● Your assignment:
Every line containing the word "Italia" must be pulled from the records.
┌────────
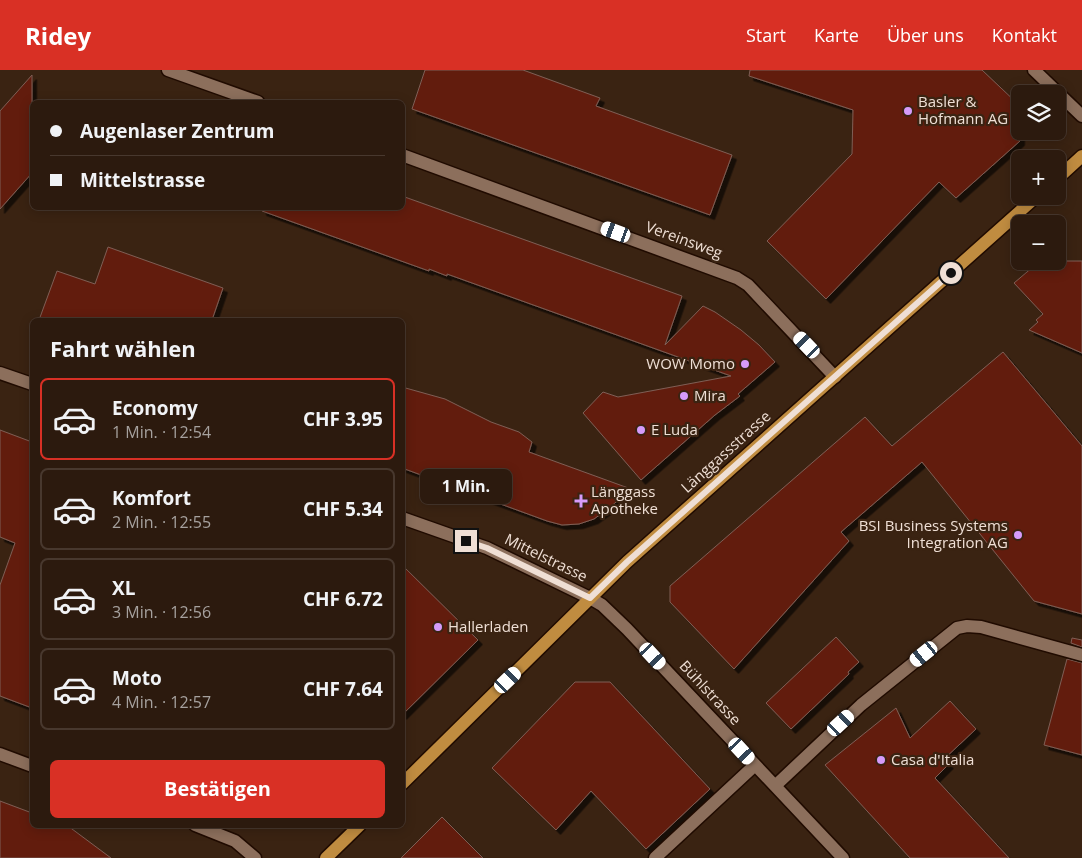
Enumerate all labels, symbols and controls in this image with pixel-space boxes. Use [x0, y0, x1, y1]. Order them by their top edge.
text: Ridey [25, 19, 91, 52]
text: Start [746, 23, 786, 47]
text: Karte [814, 23, 859, 47]
text: Über uns [887, 23, 964, 47]
text: Kontakt [992, 23, 1057, 47]
map controls [1011, 85, 1066, 270]
button: layers [1011, 85, 1066, 140]
place label: Basler & Hofmann AG [918, 91, 1008, 128]
marker: Basler & Hofmann AG [902, 105, 914, 117]
text: Augenlaser Zentrum [80, 118, 274, 144]
button: + [1011, 150, 1066, 205]
text: Mittelstrasse [80, 167, 205, 193]
button: − [1011, 215, 1066, 270]
street label: Vereinsweg [643, 216, 725, 262]
car [599, 220, 632, 244]
route start [940, 262, 962, 284]
car [791, 329, 822, 361]
text: Fahrt wählen [50, 333, 196, 363]
place label: WOW Momo [646, 353, 735, 373]
marker: WOW Momo [739, 358, 751, 370]
place label: Mira [694, 385, 726, 405]
marker: Mira [678, 390, 690, 402]
text: Economy [112, 395, 198, 421]
icon: car [52, 397, 97, 442]
text: CHF 3.95 [303, 406, 383, 432]
street label: Länggassstrasse [676, 406, 774, 497]
place label: E Luda [651, 419, 698, 439]
text: 1 Min. · 12:54 [112, 421, 211, 443]
marker: E Luda [635, 424, 647, 436]
callout: 1 Min. [420, 468, 512, 504]
text: 1 Min. [442, 475, 490, 497]
place label: Länggass Apotheke [591, 481, 658, 518]
text: Komfort [112, 485, 191, 511]
icon: car [52, 487, 97, 532]
marker: Länggass Apotheke [575, 495, 587, 507]
text: CHF 5.34 [303, 496, 383, 522]
text: 2 Min. · 12:55 [112, 511, 211, 533]
place label: BSI Business Systems Integration AG [859, 515, 1008, 552]
street label: Mittelstrasse [502, 528, 591, 586]
marker: BSI Business Systems Integration AG [1012, 529, 1024, 541]
route end [455, 530, 477, 552]
text: XL [112, 575, 135, 601]
icon: car [52, 577, 97, 622]
text: CHF 6.72 [303, 586, 383, 612]
text: 3 Min. · 12:56 [112, 601, 211, 623]
place label: Hallerladen [448, 616, 528, 636]
marker: Hallerladen [432, 621, 444, 633]
car [907, 639, 940, 669]
car [637, 640, 668, 672]
street label: Bühlstrasse [676, 656, 746, 729]
car [491, 664, 524, 696]
text: Moto [112, 665, 162, 691]
icon: car [52, 667, 97, 712]
text: CHF 7.64 [303, 676, 383, 702]
text: 4 Min. · 12:57 [112, 691, 211, 713]
car [824, 707, 857, 739]
car [726, 735, 757, 767]
place label: Casa d'Italia [891, 749, 974, 769]
marker: Casa d'Italia [875, 754, 887, 766]
button: Bestätigen [50, 760, 385, 818]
└────────
● Problem solution:
place label: Casa d'Italia [891, 749, 974, 769]
marker: Casa d'Italia [875, 754, 887, 766]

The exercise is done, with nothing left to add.